(Items from a dataset):
########################################
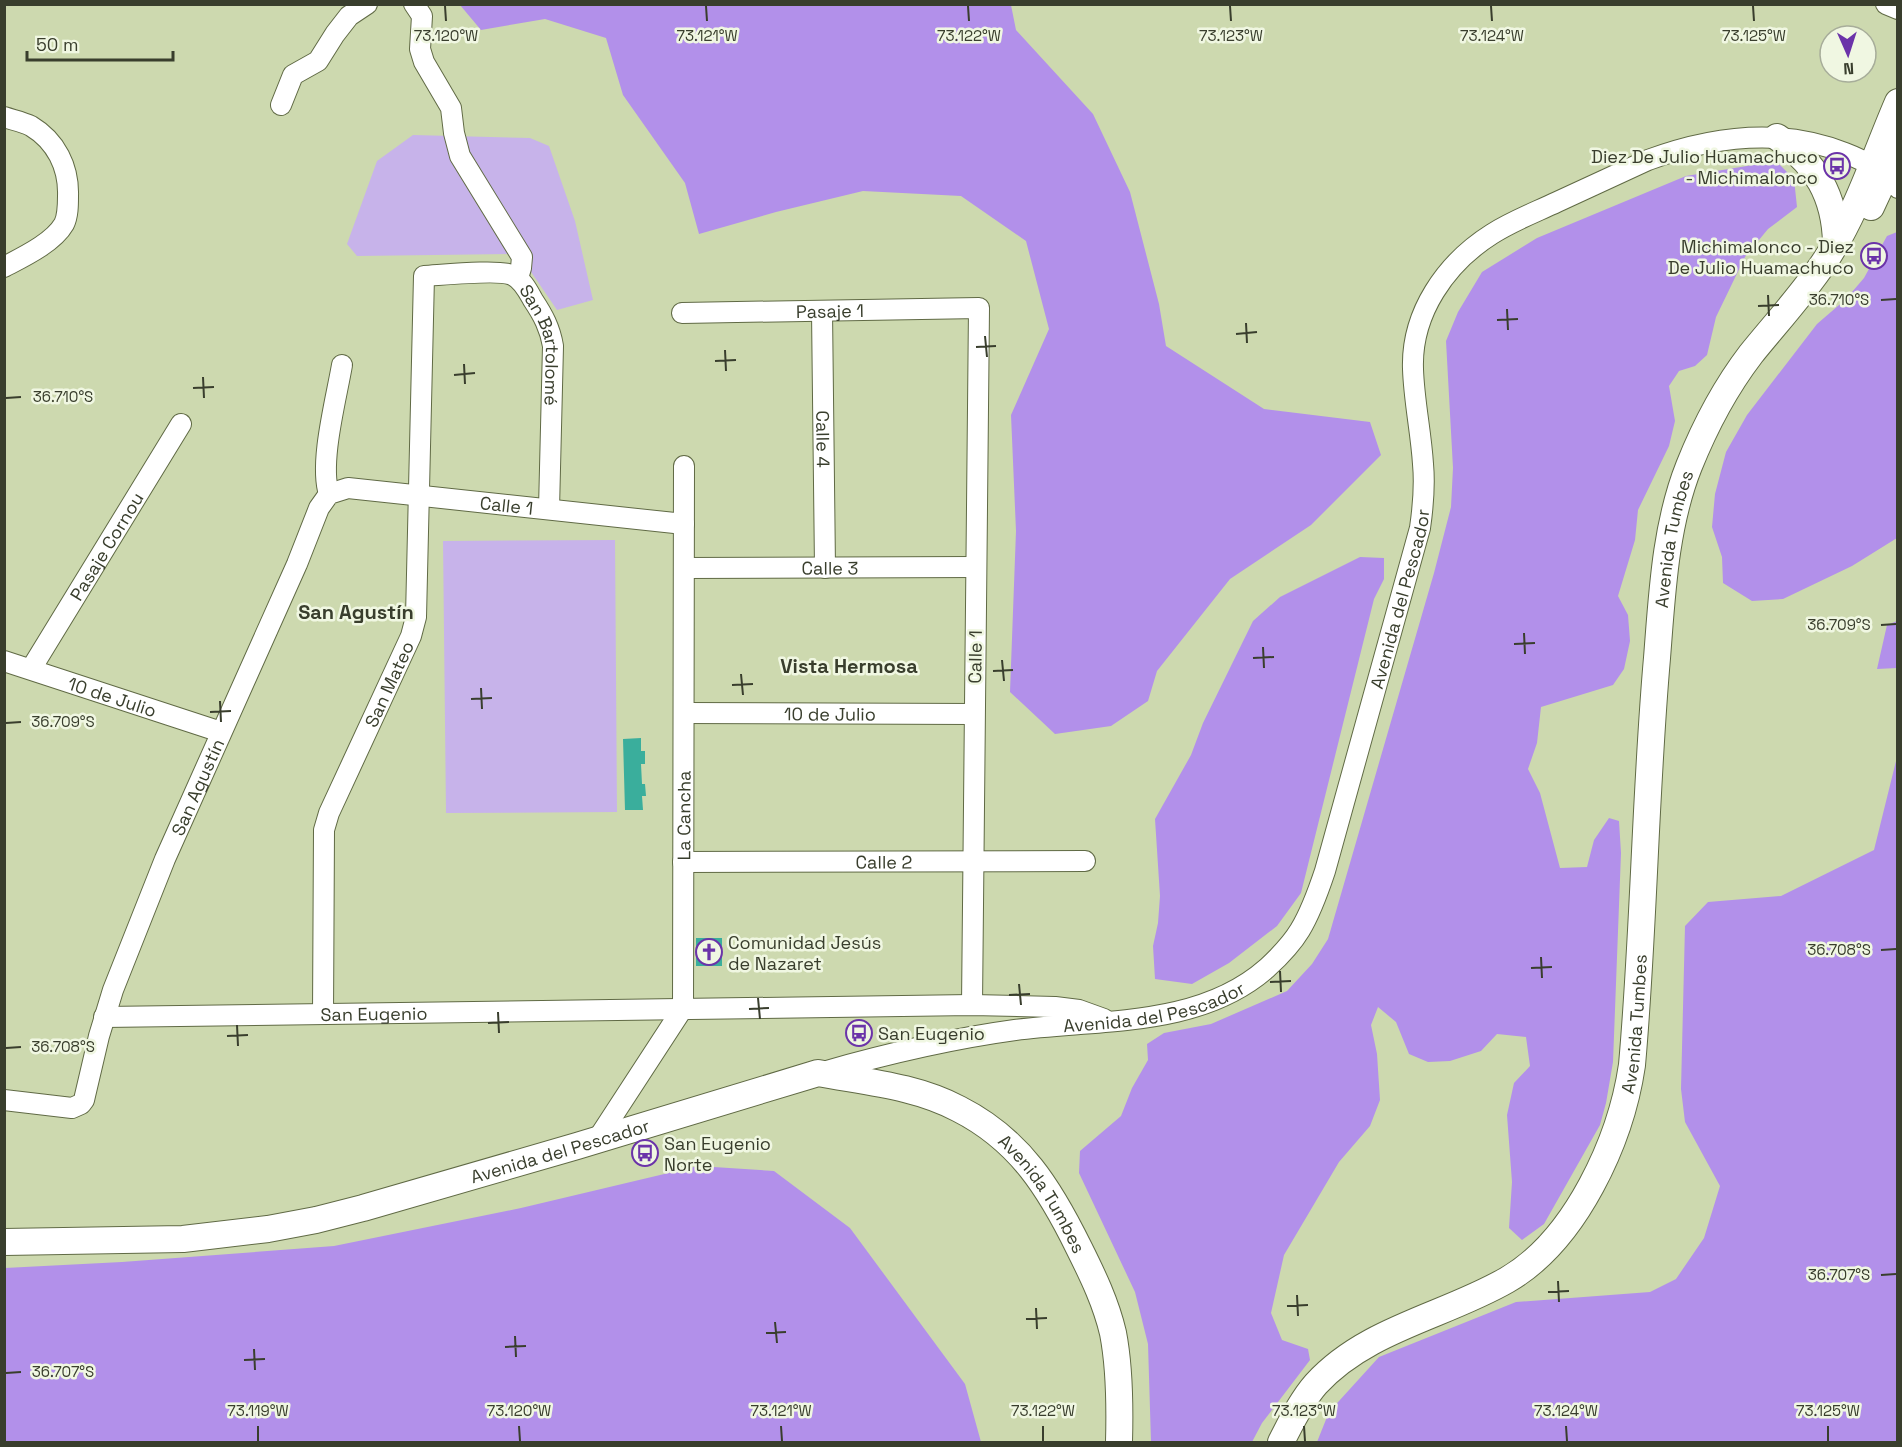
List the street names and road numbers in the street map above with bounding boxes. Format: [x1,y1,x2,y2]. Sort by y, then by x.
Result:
street label: San Bartolomé [515,280,565,406]
street label: Pasaje 1 [796,298,864,323]
street label: Calle 4 [812,410,835,468]
street label: Avenida Tumbes [1649,467,1698,609]
street label: Pasaje Cornou [64,488,148,605]
street label: Calle 1 [479,491,534,519]
street label: Avenida del Pescador [1365,508,1434,691]
street label: Calle 3 [801,556,859,579]
street label: Calle 1 [963,630,987,684]
street label: San Mateo [359,637,419,731]
street label: 10 de Julio [65,671,160,722]
street label: 10 de Julio [784,702,876,725]
street label: San Agustín [166,735,229,839]
street label: La Cancha [672,771,695,861]
street label: Calle 2 [856,850,912,873]
street label: Avenida Tumbes [1615,953,1651,1096]
street label: Avenida del Pescador [1062,976,1249,1037]
street label: San Eugenio [320,1001,428,1026]
street label: Avenida del Pescador [468,1113,652,1188]
street label: Avenida Tumbes [994,1129,1091,1257]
########################################
(Work item): Omitting all images, retype each line of the records precisely.

(Solution to the exercise):
List the street names and road numbers in the street map above with bounding boxes. Format: [x1,y1,x2,y2]. Sort by y, then by x.
Result:
street label: San Bartolomé [515,280,565,406]
street label: Pasaje 1 [796,298,864,323]
street label: Calle 4 [812,410,835,468]
street label: Avenida Tumbes [1649,467,1698,609]
street label: Pasaje Cornou [64,488,148,605]
street label: Calle 1 [479,491,534,519]
street label: Avenida del Pescador [1365,508,1434,691]
street label: Calle 3 [801,556,859,579]
street label: Calle 1 [963,630,987,684]
street label: San Mateo [359,637,419,731]
street label: 10 de Julio [65,671,160,722]
street label: 10 de Julio [784,702,876,725]
street label: San Agustín [166,735,229,839]
street label: La Cancha [672,771,695,861]
street label: Calle 2 [856,850,912,873]
street label: Avenida Tumbes [1615,953,1651,1096]
street label: Avenida del Pescador [1062,976,1249,1037]
street label: San Eugenio [320,1001,428,1026]
street label: Avenida del Pescador [468,1113,652,1188]
street label: Avenida Tumbes [994,1129,1091,1257]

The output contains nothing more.